The first component explains a whopping 92% of the variance. Most rules of thumb would probably get you to just cut it off there. Let’s see what the first PC looks like after transforming the data into the new domain (`.transform`

effectively does the dot-product projection for us)

```
X_p = pca.transform(X)
```

```
fig = plt.figure(figsize=(5.5,4))
plt.title('Histogram of first PC')
plt.hist(X_p[y==0, 0], facecolor='k', label="Setosa")
plt.hist(X_p[y==1, 0], facecolor='r', label="Versicolour")
plt.hist(X_p[y==2, 0], facecolor='c', label="Virginica")
plt.legend()
plt.show()
```

We can see that Setosa is well separated. The other two are not quite as separated, but appear to show a good normal distribution.

Let’s take a look at what the second dimesion looks like.

```
fig = plt.figure()
plt.title('Histogram of second PC')
plt.hist(X_p[y==0, 1], facecolor='k', label="Setosa")
plt.hist(X_p[y==1, 1], facecolor='r', label="Versicolour")
plt.hist(X_p[y==2, 1], facecolor='c', label="Virginica")
plt.legend()
plt.show()
```

Notice how little variance this second dimension shows compared to the first. (I.e. look at the min/max of the first plot and compare to this).

Generally you will find that the components with more variance generally have better class separation (because the high variance is accounted by the class separation, not the variance of each class)
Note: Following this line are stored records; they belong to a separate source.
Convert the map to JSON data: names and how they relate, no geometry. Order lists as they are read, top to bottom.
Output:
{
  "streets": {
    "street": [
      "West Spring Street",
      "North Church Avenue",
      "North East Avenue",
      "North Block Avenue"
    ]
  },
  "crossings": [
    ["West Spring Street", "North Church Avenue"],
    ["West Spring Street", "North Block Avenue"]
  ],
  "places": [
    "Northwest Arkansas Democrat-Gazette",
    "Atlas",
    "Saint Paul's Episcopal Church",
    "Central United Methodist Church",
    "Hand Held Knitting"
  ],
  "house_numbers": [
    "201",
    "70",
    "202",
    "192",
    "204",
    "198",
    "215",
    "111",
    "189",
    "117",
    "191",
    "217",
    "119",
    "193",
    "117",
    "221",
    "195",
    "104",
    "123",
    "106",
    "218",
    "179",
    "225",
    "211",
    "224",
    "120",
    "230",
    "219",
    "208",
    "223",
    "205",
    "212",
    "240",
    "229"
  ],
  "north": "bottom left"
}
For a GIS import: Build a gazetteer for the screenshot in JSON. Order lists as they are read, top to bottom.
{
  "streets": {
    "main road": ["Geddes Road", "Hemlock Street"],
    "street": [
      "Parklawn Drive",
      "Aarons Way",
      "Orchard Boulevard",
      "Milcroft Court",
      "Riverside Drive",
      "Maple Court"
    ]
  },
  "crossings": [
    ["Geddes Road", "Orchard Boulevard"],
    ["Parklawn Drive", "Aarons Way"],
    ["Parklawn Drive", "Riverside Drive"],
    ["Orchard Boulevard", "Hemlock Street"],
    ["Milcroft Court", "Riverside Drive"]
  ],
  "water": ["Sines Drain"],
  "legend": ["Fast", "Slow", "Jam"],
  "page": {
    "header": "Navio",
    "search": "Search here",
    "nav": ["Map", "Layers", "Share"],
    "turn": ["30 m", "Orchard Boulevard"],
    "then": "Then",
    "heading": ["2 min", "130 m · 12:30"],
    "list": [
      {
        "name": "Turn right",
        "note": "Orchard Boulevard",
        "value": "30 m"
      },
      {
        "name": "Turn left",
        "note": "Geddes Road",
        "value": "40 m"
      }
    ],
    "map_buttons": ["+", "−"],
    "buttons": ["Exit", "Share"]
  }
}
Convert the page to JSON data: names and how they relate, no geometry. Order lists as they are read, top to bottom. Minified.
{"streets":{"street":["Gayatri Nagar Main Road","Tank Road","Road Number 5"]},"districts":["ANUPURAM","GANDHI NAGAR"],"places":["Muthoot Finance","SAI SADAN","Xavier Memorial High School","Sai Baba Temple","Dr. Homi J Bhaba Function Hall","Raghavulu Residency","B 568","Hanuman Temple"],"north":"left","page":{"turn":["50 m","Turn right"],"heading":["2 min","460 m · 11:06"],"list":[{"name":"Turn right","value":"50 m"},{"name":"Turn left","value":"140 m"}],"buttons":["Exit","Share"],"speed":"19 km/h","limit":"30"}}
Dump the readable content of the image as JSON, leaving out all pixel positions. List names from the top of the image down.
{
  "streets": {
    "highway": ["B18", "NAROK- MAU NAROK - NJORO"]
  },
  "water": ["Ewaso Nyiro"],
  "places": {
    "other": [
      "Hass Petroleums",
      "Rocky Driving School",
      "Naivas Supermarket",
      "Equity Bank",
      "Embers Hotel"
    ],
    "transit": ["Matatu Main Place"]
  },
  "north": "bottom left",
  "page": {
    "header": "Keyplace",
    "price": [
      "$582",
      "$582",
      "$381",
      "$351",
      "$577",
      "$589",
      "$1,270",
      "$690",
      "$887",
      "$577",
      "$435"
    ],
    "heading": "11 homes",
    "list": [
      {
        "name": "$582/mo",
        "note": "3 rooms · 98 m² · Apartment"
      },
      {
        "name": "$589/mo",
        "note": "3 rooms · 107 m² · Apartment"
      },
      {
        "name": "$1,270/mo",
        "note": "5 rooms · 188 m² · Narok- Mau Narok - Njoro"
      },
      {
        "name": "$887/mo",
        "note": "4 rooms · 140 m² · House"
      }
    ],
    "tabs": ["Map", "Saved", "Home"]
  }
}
If you look below, the third looks even worse.

```
fig = plt.figure()
plt.title('Histogram of third PC')
plt.hist(X_p[y==0, 2], facecolor='k', label="Setosa")
plt.hist(X_p[y==1, 2], facecolor='r', label="Versicolour")
plt.hist(X_p[y==2, 2], facecolor='c', label="Virginica")
plt.legend()
plt.show()
```

Now let’s take a look at the data in two dimensions.

```
fig = plt.figure(figsize=(5.5,4))
plt.title('Scatter plot of the first two dimensions of the iris dataset')
plt.scatter(X_p[y==0, 0], X_p[y==0, 1], c='k', label="Setosa")
plt.scatter(X_p[y==1, 0], X_p[y==1, 1], c='r', label="Versicolour")
plt.scatter(X_p[y==2, 0], X_p[y==2, 1], c='c', label="Virginica")
plt.legend()
plt.show()
```

Again, you can see that there is a large variance in the first (x) dimension, a range of +/- 4, whereas the second dimension (y) only has +/- 1.

Now we will:

- Using a logistic classifier, classify the iris dataset
- Calculate the accuracy score (or score of your choice)
- Now perform PCA and reduce to a single component. Repeat the classification and scoring.
- How much different is the result? Is it significant?

```
mdl = linear_model.LogisticRegression()
print("No PCA accuracy:", mdl.fit(X, y).score(X, y))
```

```
No PCA accuracy: 0.96
```

```
mdl = linear_model.LogisticRegression()
print("With PCA (first componennt) accuracy:", mdl.fit(X_p[:,0].reshape(150,1), y).score(X_p[:,0].reshape(150,1), y))
```

```
With PCA (first componennt) accuracy: 0.9
```

```
mdl = linear_model.LogisticRegression()
print("With PCA (two components) accuracy:", mdl.fit(X_p[:,0:1], y).score(X_p[:,0:1], y))
```

```
With PCA (two components) accuracy: 0.9
```

You can see that we have marginally reduced accuracy. Often, people like to reduce the number of dimensions to 2 or 3 for plotting, then increase it back up for actual classification.

This becomes a compromise between simplicity/performance and accuracy.